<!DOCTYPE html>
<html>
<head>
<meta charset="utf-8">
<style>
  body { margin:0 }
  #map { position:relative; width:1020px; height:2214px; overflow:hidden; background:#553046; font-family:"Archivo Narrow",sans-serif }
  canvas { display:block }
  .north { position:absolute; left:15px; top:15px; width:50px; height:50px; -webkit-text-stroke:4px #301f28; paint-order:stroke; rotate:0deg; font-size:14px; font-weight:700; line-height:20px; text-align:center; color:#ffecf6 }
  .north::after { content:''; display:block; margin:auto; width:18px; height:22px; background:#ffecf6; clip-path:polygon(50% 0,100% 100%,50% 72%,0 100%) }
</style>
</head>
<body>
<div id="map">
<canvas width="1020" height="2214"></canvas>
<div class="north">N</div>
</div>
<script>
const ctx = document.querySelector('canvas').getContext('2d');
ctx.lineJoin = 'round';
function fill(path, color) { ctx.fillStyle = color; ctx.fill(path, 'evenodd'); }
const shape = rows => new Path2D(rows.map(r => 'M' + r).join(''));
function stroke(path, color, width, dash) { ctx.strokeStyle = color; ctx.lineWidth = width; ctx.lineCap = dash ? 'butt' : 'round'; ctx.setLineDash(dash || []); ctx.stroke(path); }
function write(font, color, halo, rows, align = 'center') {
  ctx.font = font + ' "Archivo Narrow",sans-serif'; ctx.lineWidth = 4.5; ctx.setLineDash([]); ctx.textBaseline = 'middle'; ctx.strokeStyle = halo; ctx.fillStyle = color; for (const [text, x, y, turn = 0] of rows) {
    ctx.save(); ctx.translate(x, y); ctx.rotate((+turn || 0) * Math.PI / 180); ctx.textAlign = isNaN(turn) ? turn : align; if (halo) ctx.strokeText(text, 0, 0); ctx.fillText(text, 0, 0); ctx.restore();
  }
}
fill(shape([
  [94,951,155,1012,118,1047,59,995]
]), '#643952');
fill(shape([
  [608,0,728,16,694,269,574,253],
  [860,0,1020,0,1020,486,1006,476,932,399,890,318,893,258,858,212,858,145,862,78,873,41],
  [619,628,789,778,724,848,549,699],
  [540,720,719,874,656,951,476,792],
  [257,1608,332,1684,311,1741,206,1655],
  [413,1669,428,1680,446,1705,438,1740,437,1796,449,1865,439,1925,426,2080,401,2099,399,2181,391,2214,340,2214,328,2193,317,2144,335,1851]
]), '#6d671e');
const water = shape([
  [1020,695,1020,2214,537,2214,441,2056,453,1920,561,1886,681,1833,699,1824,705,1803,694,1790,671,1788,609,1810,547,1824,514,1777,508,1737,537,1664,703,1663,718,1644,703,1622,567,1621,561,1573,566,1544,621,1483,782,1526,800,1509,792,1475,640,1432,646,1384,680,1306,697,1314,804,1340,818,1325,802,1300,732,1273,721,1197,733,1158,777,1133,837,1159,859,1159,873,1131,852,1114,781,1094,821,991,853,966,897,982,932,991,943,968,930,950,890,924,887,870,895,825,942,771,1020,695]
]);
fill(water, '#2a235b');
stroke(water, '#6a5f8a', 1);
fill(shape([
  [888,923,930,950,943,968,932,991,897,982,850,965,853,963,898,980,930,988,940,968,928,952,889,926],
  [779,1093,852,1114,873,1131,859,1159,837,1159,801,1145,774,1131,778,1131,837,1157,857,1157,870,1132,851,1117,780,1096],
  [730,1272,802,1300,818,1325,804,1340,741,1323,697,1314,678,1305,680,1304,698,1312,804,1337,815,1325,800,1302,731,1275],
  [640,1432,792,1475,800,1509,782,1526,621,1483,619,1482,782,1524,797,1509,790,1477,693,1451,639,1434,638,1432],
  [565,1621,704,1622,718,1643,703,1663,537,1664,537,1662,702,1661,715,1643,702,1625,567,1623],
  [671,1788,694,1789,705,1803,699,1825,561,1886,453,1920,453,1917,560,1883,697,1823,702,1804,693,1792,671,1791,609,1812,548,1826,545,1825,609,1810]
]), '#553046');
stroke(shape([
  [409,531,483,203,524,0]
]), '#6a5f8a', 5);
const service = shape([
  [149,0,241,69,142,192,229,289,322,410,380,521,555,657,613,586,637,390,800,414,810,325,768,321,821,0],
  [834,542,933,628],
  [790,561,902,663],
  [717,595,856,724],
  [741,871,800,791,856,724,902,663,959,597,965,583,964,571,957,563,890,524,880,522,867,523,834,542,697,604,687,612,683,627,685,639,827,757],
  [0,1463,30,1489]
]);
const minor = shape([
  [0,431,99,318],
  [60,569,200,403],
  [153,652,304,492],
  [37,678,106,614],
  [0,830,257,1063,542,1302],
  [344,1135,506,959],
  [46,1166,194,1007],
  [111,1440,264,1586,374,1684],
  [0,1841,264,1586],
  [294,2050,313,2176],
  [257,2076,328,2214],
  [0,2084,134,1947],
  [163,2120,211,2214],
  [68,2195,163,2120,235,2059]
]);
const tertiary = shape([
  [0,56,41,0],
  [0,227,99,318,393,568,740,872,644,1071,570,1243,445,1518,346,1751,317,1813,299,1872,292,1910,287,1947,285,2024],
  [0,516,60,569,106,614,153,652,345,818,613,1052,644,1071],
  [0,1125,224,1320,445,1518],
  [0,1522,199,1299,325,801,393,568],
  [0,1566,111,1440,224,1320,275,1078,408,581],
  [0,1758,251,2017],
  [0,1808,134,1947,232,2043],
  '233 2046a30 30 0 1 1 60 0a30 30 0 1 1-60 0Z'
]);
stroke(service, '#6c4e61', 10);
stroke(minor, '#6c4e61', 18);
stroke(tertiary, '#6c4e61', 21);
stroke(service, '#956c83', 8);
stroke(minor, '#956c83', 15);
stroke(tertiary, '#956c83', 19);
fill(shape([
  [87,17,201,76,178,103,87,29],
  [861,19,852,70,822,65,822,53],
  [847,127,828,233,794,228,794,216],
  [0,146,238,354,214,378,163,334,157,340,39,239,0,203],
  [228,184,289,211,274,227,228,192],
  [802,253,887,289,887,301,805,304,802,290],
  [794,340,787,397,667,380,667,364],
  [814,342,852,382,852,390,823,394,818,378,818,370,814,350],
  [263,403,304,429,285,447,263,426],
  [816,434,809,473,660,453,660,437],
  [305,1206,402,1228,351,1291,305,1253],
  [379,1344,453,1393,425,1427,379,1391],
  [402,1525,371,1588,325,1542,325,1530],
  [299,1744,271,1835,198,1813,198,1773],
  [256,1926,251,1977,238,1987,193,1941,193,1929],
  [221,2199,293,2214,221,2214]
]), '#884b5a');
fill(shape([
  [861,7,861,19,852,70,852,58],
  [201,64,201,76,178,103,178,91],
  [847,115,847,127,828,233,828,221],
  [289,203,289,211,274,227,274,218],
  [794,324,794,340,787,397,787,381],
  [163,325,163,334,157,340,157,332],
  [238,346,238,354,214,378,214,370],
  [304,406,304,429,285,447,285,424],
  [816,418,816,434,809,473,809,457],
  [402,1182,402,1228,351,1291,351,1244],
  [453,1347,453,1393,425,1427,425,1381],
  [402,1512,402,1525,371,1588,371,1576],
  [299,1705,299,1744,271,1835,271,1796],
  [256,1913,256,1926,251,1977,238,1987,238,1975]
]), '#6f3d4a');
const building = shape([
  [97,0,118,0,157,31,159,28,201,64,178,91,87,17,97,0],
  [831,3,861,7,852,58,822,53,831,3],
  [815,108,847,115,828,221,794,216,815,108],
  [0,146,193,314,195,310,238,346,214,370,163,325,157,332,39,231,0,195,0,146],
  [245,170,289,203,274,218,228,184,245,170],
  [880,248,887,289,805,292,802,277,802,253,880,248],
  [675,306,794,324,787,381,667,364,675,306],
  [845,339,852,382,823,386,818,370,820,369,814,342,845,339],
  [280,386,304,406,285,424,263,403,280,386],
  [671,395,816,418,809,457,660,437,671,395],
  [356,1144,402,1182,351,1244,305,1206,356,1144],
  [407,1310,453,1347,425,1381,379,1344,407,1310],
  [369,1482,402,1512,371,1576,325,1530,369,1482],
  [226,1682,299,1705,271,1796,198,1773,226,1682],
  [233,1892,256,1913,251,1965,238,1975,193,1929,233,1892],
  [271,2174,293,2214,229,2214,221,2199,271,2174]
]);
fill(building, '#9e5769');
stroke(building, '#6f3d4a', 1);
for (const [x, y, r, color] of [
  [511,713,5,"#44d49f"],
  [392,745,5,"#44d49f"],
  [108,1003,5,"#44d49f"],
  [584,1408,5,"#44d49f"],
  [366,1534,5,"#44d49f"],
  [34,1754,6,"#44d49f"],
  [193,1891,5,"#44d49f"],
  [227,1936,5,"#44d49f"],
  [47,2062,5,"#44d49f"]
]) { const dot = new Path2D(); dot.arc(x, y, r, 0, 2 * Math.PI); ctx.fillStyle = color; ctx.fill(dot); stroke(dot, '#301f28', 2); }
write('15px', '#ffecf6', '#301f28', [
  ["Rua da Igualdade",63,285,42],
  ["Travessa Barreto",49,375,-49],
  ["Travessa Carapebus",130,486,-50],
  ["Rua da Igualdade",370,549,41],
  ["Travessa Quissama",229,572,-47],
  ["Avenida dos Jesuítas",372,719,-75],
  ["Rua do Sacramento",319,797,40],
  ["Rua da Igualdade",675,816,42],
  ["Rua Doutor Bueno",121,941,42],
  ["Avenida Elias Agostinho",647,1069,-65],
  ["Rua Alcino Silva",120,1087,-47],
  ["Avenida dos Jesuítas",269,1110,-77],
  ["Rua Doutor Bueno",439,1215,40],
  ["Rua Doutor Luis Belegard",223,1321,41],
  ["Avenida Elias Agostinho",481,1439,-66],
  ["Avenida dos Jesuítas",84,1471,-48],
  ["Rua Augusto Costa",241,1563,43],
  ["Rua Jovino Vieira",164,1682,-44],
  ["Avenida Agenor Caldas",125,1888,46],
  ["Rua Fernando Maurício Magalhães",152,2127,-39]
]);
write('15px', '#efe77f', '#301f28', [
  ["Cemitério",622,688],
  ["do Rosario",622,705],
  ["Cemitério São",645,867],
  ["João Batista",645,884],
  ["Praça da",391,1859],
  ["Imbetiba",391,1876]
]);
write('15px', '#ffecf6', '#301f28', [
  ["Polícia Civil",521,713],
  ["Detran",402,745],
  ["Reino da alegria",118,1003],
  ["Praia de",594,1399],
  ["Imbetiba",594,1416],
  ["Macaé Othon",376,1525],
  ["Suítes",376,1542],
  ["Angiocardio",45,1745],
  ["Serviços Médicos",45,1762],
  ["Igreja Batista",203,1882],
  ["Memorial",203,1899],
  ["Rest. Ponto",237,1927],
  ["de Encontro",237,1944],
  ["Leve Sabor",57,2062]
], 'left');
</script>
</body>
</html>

# # # #

Out of the records, collect only those lines that contain the string "turn".

#### [SOLUTION TO THE PROBLEM]
  ctx.font = font + ' "Archivo Narrow",sans-serif'; ctx.lineWidth = 4.5; ctx.setLineDash([]); ctx.textBaseline = 'middle'; ctx.strokeStyle = halo; ctx.fillStyle = color; for (const [text, x, y, turn = 0] of rows) {
    ctx.save(); ctx.translate(x, y); ctx.rotate((+turn || 0) * Math.PI / 180); ctx.textAlign = isNaN(turn) ? turn : align; if (halo) ctx.strokeText(text, 0, 0); ctx.fillText(text, 0, 0); ctx.restore();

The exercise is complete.